Recipe — RAG with cache similarity

A retrieval-augmented agent that answers questions from your knowledge base. The cache package doubles as the vector store — no separate Pinecone / Qdrant required.

This is the cheapest path to a working RAG setup. Production volumes will eventually want a dedicated vector DB, but this gets you to a working prototype in under 100 lines.

Terminal window
yarn add @warlock.js/ai @warlock.js/ai-openai @warlock.js/cache @warlock.js/seal

You need a Postgres database with pgvector enabled. Locally:

Terminal window
docker run -p 5432:5432 -e POSTGRES_PASSWORD=dev ankane/pgvector
import { cache } from "@warlock.js/cache";
import { ai } from "@warlock.js/ai";
import { OpenAISDK } from "@warlock.js/ai-openai";
import { Pool } from "pg";
const pgPool = new Pool({ connectionString: process.env.DATABASE_URL });
ai.config({
defaultStore: cache.driver("pg", {
client: pgPool,
vector: { dimensions: 1536, index: "hnsw" },
}),
});
const openai = new OpenAISDK({ apiKey: process.env.OPENAI_API_KEY! });
const embedder = openai.embedder({ name: "text-embedding-3-small" });

The same driver instance handles snapshot resume AND semantic retrieval.
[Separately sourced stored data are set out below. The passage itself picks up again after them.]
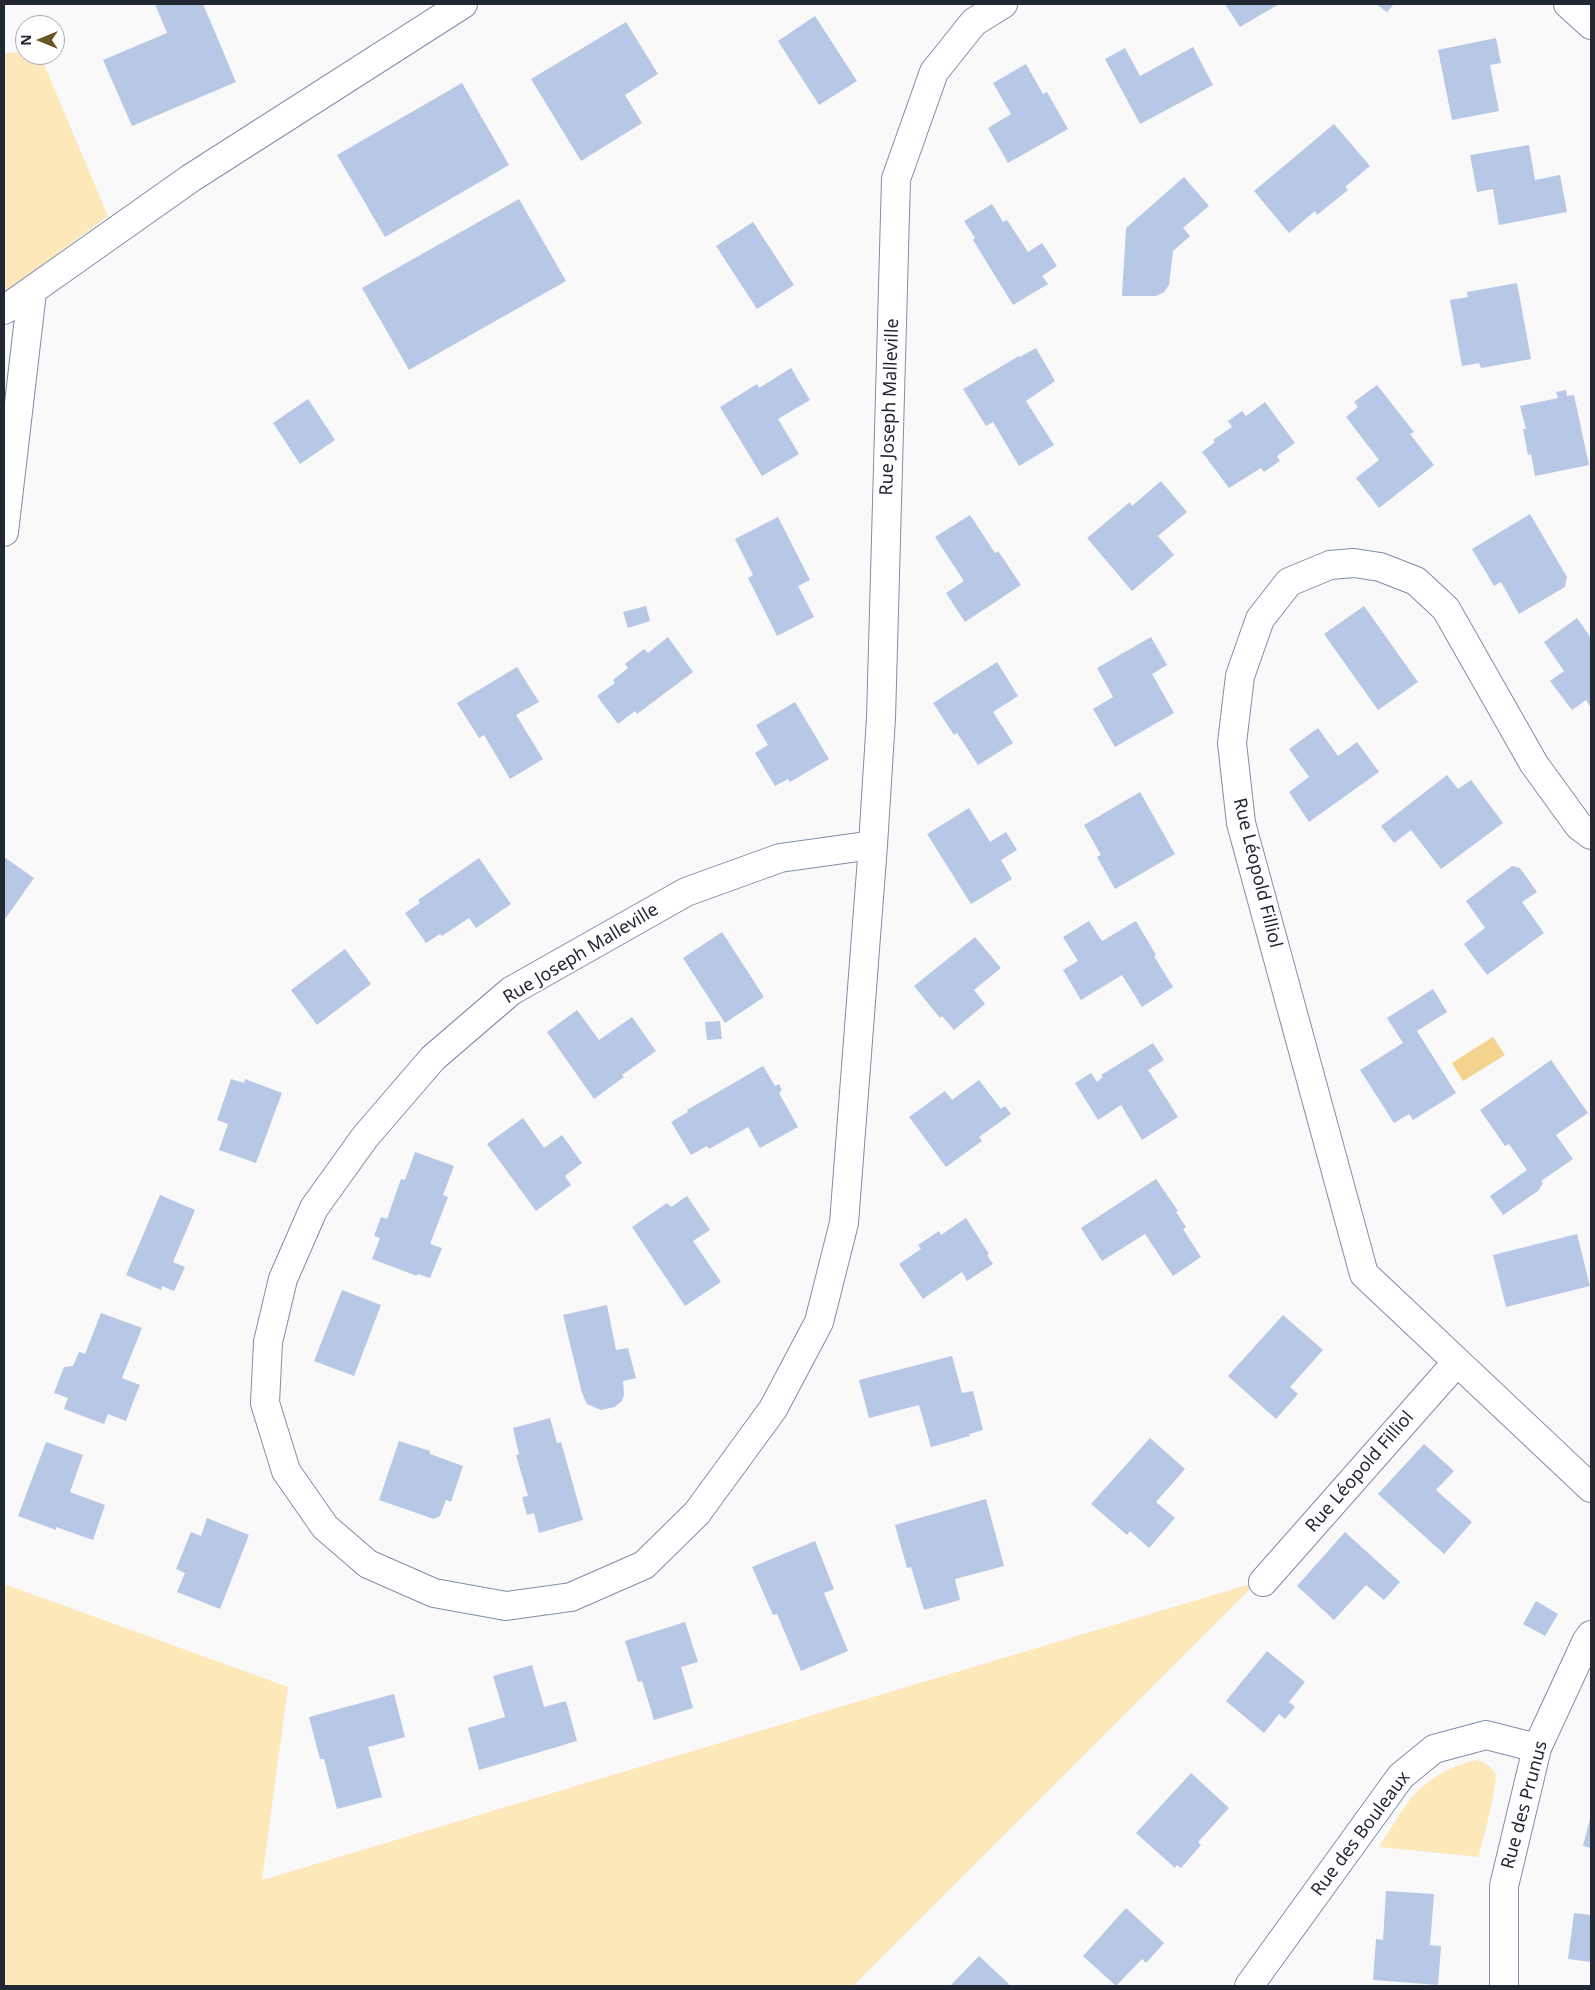 <!DOCTYPE html>
<html>
<head>
<meta charset="utf-8">
<style>
  body { margin:0 }
  #map { position:relative; width:1595px; height:1990px; overflow:hidden; background:#f9f9f9; font-family:"Noto Sans",sans-serif }
  canvas { display:block }
  .frame { position:absolute; inset:0; border:5px solid #212733; pointer-events:none }
  .north { position:absolute; left:15px; top:15px; width:50px; height:50px; box-sizing:border-box; background:#fff; border:1px solid #a6a9ad; border-radius:50%; rotate:270deg; font-size:14px; font-weight:700; line-height:20px; text-align:center; color:#212733 }
  .north::after { content:''; display:block; margin:auto; width:18px; height:22px; background:#695423; clip-path:polygon(50% 0,100% 100%,50% 72%,0 100%) }
</style>
</head>
<body>
<div id="map">
<canvas width="1595" height="1990"></canvas>
<div class="frame"></div>
<div class="north">N</div>
</div>
<script>
const g = document.querySelector('canvas').getContext('2d');
g.lineJoin = 'round';
function fillPath(path, color) {
  g.fillStyle = color;
  g.fill(path, 'evenodd');
}
function trace(path, color, width, dash) {
  g.strokeStyle = color;
  g.lineWidth = width;
  g.lineCap = dash ? 'butt' : 'round';
  g.setLineDash(dash || []);
  g.stroke(path);
}
function write(font, color, halo, rows, align = 'center') {
  g.font = font + ' "Noto Sans",sans-serif';
  g.lineWidth = 4;
  g.setLineDash([]);
  g.textBaseline = 'middle';
  g.strokeStyle = halo;
  g.fillStyle = color;
  for (const [text, x, y, turn = 0] of rows) {
    g.save();
    g.translate(x, y);
    g.rotate((+turn || 0) * Math.PI / 180);
    g.textAlign = isNaN(turn) ? turn : align;
    if (halo) g.strokeText(text, 0, 0);
    g.fillText(text, 0, 0);
    g.restore();
  }
}
fillPath(new Path2D(`
  M25 52V55H40L108 216 4 293V53Z
  M1257 1582 853 1986H4V1584L288 1687 262 1880Z
  M1477 1760C1484 1763 1491 1766 1495 1773 1499 1782 1482 1843 1479 1857L1379 1847C1390 1831 1403 1806 1416 1793 1431 1777 1455 1764 1477 1760Z`), '#fde8ba');
fillPath(new Path2D(`
  M1493 1037 1505 1055 1463 1081 1452 1063Z`), '#f3d38e');
fillPath(new Path2D(`
  M155 4H203L236 82 132 126 103 60 167 33Z
  M1225 4H1279L1240 27Z
  M1376 4H1394L1387 12Z
  M815 16 857 81 819 105 778 41Z
  M626 22 658 74 625 95 642 123 581 161 531 79Z
  M1496 38 1501 63 1490 65 1499 111 1452 120 1438 50Z
  M1193 47 1213 85 1140 124 1105 59 1125 48 1140 76Z
  M1026 64 1043 94 1047 92 1068 129 1008 163 988 128 1011 114 993 83Z
  M462 83 509 165 385 237 337 155Z
  M1334 124 1370 166 1345 187 1348 190 1317 215 1315 211 1289 233 1254 191Z
  M1529 145 1535 180 1560 175 1567 212 1499 225 1493 189 1477 192 1470 155Z
  M1184 177 1209 206 1183 228 1190 236 1173 251 1169 285 1164 292 1156 296H1122L1126 228Z
  M519 199 566 281 409 370 362 288Z
  M992 204 1003 222 1007 220 1028 252 1042 243 1057 266 1042 276 1048 284 1013 305 973 240 975 238 964 221Z
  M753 222 794 285 757 309 716 246Z
  M1517 283 1531 359 1481 368 1479 363 1462 366 1450 300 1468 297 1467 292Z
  M1036 348 1055 381 1026 401 1054 445 1019 466 993 422 986 426 963 389 1019 356 1020 357Z
  M791 368 810 400 778 419 799 454 762 476 720 407 757 384 759 388Z
  M1377 385 1414 432 1410 434 1434 465 1379 508 1356 478 1379 460 1346 417 1358 407 1354 402Z
  M1566 390 1567 396 1574 395 1589 465 1535 476 1531 454 1528 455 1523 429H1526L1520 406 1558 398 1556 392Z
  M308 399 335 440 300 464 273 423Z
  M1265 402 1295 443 1277 456 1280 461 1264 472 1261 468 1229 488 1202 452 1215 442 1213 440 1232 427 1228 421 1242 411 1246 416Z
  M1161 481 1187 512 1158 536 1174 555 1132 591 1087 538 1130 502 1132 506Z
  M1530 514 1567 577 1565 587 1519 614 1501 582 1494 586 1472 549Z
  M970 515 995 553 998 551 1021 585 965 622 946 593 964 581 935 537Z
  M778 517 810 580 798 586 814 617 777 636 748 578 753 575 735 539Z
  M646 606 650 621 628 628 623 612Z
  M1364 606 1418 682 1378 710 1324 634Z
  M1577 618 1591 638V708L1586 700 1572 710 1550 681 1564 671 1544 642Z
  M668 637 693 672 637 714 635 711 618 724 597 696 615 683 613 680 628 668 625 664 644 649 648 653Z
  M1151 637 1167 665 1152 674 1174 713 1115 747 1093 709 1113 697 1097 668Z
  M997 662 1018 696 993 712 1013 743 978 765 957 733 954 735 933 703Z
  M517 667 539 702 516 715 543 759 510 779 484 735 479 738 457 703Z
  M795 702 829 759 790 782 788 779 775 786 755 753 768 745 756 725Z
  M1318 728 1338 756 1357 742 1379 772 1309 822 1289 792 1309 777 1289 749Z
  M1447 775 1458 789 1471 780 1503 823 1441 869 1411 830 1394 843 1381 826Z
  M1140 792 1175 854 1115 889 1097 857 1101 855 1084 825Z
  M969 808 990 842 1006 832 1017 850 1001 860 1012 879 971 904 927 834Z
  M4 857 34 878 5 919 4 918Z
  M479 858 511 904 476 928 469 918 442 936 440 934 426 943 405 913 420 903 418 900Z
  M1512 866 1520 868 1537 892 1522 902 1544 933 1487 975 1464 944 1485 928 1466 901Z
  M1089 921 1102 941 1136 921 1156 955 1154 956 1173 987 1142 1007 1122 975 1081 1000 1063 970 1078 961 1063 937Z
  M722 932 764 997 725 1023 683 958Z
  M975 937 1001 968 974 990 985 1004 954 1030 942 1016 940 1018 914 986Z
  M345 949 371 984 317 1025 291 990Z
  M1433 989 1447 1012 1417 1031 1456 1093 1413 1120 1409 1114 1394 1123 1360 1070 1403 1043 1387 1018Z
  M577 1010 599 1040 632 1017 656 1051 622 1075 624 1077 594 1099 547 1032Z
  M720 1021 722 1039 707 1040 705 1022Z
  M1153 1043 1164 1060 1148 1070 1178 1117 1142 1140 1121 1105 1098 1120 1075 1083 1091 1073 1097 1082 1103 1077 1101 1075Z
  M1551 1060 1588 1113 1556 1135 1573 1159 1541 1181 1543 1183 1538 1191 1503 1215 1490 1196 1527 1170 1509 1144 1505 1146 1480 1110Z
  M763 1066 775 1086 779 1084 782 1090 779 1093 798 1127 760 1148 748 1127 709 1149 707 1146 691 1155 671 1122 688 1112 687 1110Z
  M231 1079 244 1083 245 1079 282 1093 256 1163 219 1150 228 1124 217 1120Z
  M979 1080 1001 1109 1005 1106 1011 1114 979 1137 982 1141 946 1167 909 1117 945 1091 952 1100Z
  M523 1118 544 1148 562 1135 582 1163 565 1176 571 1185 536 1211 487 1144Z
  M415 1152 454 1166 443 1195 448 1197 430 1244 442 1248 430 1278 418 1274 417 1276 372 1259 380 1238 374 1236 381 1217 387 1219 401 1179 405 1180Z
  M1156 1179 1178 1211 1176 1212 1186 1227 1183 1229 1201 1257 1173 1276 1145 1234 1102 1261 1081 1228Z
  M160 1195 195 1210 173 1262 185 1267 174 1291 162 1286 161 1290 126 1275Z
  M687 1196 710 1230 693 1241 721 1282 685 1306 632 1227 667 1203 671 1207Z
  M966 1218 989 1254 987 1255 993 1264 967 1281 962 1272 923 1299 899 1264 921 1249 918 1245 939 1231 941 1235Z
  M1577 1234 1590 1286 1506 1307 1493 1255Z
  M342 1290 381 1305 354 1376 314 1361Z
  M607 1305 616 1350 628 1348 636 1378 623 1381 624 1395 622 1401 615 1407 601 1410 587 1404 582 1393 563 1315Z
  M101 1313 142 1328 122 1378 140 1385 135 1397 126 1421 108 1414 104 1424 64 1409 68 1398 54 1393 64 1367 73 1366 79 1352 85 1354Z
  M1283 1315 1323 1350 1290 1387 1298 1394 1276 1419 1228 1376Z
  M952 1356 962 1393 973 1391 983 1430 969 1434 970 1436 931 1447 919 1405 869 1418 859 1380Z
  M550 1418 557 1443 561 1442 583 1520 539 1533 534 1513 527 1515 522 1497 528 1496 516 1455 519 1454 513 1428Z
  M1150 1438 1185 1469 1156 1502 1175 1518 1149 1548 1130 1531 1127 1535 1091 1504Z
  M399 1441 430 1451V1454L463 1466 451 1502 446 1500 440 1516 434 1519 379 1500Z
  M46 1442 83 1455 70 1492 105 1505 93 1540 56 1527V1530L18 1516Z
  M1424 1444 1454 1471 1436 1490 1472 1522 1444 1554 1378 1494Z
  M986 1499 1004 1566 955 1579 960 1600 924 1610 911 1567 907 1568 895 1525Z
  M207 1518 249 1535 220 1609 177 1592 185 1573 176 1569 191 1532 201 1536Z
  M1345 1532 1400 1582 1384 1600 1366 1585 1334 1620 1297 1586Z
  M815 1541 834 1589 824 1593 848 1651 801 1671 777 1614 773 1615 752 1567Z
  M1536 1601 1558 1614 1545 1636 1523 1624Z
  M685 1622 698 1662 681 1667 693 1708 654 1720 642 1681 638 1682 625 1641Z
  M1267 1651 1305 1682 1289 1702 1295 1707 1285 1719 1279 1714 1264 1733 1226 1701Z
  M532 1665 544 1707 566 1701 577 1741 479 1770 468 1728 505 1717 493 1676Z
  M394 1694 405 1737 368 1747 382 1797 337 1809 324 1759H320L309 1717Z
  M1191 1773 1229 1808 1198 1842 1201 1845 1181 1868 1177 1865 1175 1868 1136 1833Z
  M1591 1815V1848L1583 1846Z
  M1386 1891 1434 1894 1430 1945 1441 1946 1438 1985 1373 1980 1376 1939 1383 1940Z
  M1126 1908 1164 1943 1146 1963 1142 1959 1116 1986 1083 1956Z
  M1574 1913 1591 1915V1962L1568 1959Z
  M979 1956 1009 1984 1008 1986H950Z`), '#b7c7e6');
const minor = new Path2D(`
  M1568 4 1591 25
  M4 310 191 178 463 4
  M4 532 32 292
  M1591 835 1579 826 1534 764 1446 609 1416 581 1380 567 1354 563 1330 565 1289 582 1260 619 1240 676 1232 743 1241 823 1364 1274 1591 1488
  M873 845 780 858 686 892 511 991 433 1058 365 1137 314 1208 283 1279 268 1342 265 1403 286 1471 325 1527 368 1564 434 1593 506 1606 571 1597 644 1565 697 1513 773 1409 819 1322 844 1223 873 845 881 718 896 179 934 72 974 22 1003 4
  M1263 1582 1457 1362
  M1249 1986 1401 1776 1434 1749 1486 1735 1537 1748
  M1504 1986V1886L1537 1748 1586 1642 1591 1635`);
trace(minor, '#7f8eab', 30);
trace(minor, '#fff', 28);
write('18px', '#212733', '#fff', [
  ["Rue Joseph Malleville",890,407,-88],
  ["Rue Léopold Filliol",1257,873,76],
  ["Rue Joseph Malleville",581,954,-31],
  ["Rue Léopold Filliol",1360,1472,-49],
  ["Rue des Prunus",1525,1805,-75],
  ["Rue des Bouleaux",1361,1834,-53]
]);
</script>
</body>
</html>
async function indexDocument(id: string, title: string, body: string) {
const { vector } = await embedder.embed(`${title}\n\n${body}`);
await cache.driver("pg").set(id, {
title,
body,
indexedAt: new Date().toISOString(),
}, {
vector,
tags: ["kb-doc"],
ttlMs: 30 * 24 * 60 * 60 * 1000, // 30 days
});
}
await indexDocument("doc-1", "Returning a product", "Customers may return any unused product within 30 days...");
await indexDocument("doc-2", "Shipping internationally", "We ship to 47 countries via DHL...");
import { v } from "@warlock.js/seal";
const searchKb = ai.tool({
name: "search_kb",
description: "Search the knowledge base for passages relevant to a customer question. Returns the top matches with titles and body excerpts.",
action: ({ query }) => `Searching the knowledge base for "${query}"`,
input: v.object({ query: v.string(), k: v.number().optional() }),
execute: async ({ query, k }) => {
const { vector } = await embedder.embed(query);
const hits = await cache.driver("pg").similar(vector, {
topK: k ?? 4,
threshold: 0.75,
tags: ["kb-doc"],
});
return hits.map((hit) => ({
title: hit.value.title,
body: hit.value.body.slice(0, 800),
score: hit.score,
}));
},
});

threshold: 0.75 filters out passages that aren’t actually relevant — better to return nothing than noise the model will then narrate as fact.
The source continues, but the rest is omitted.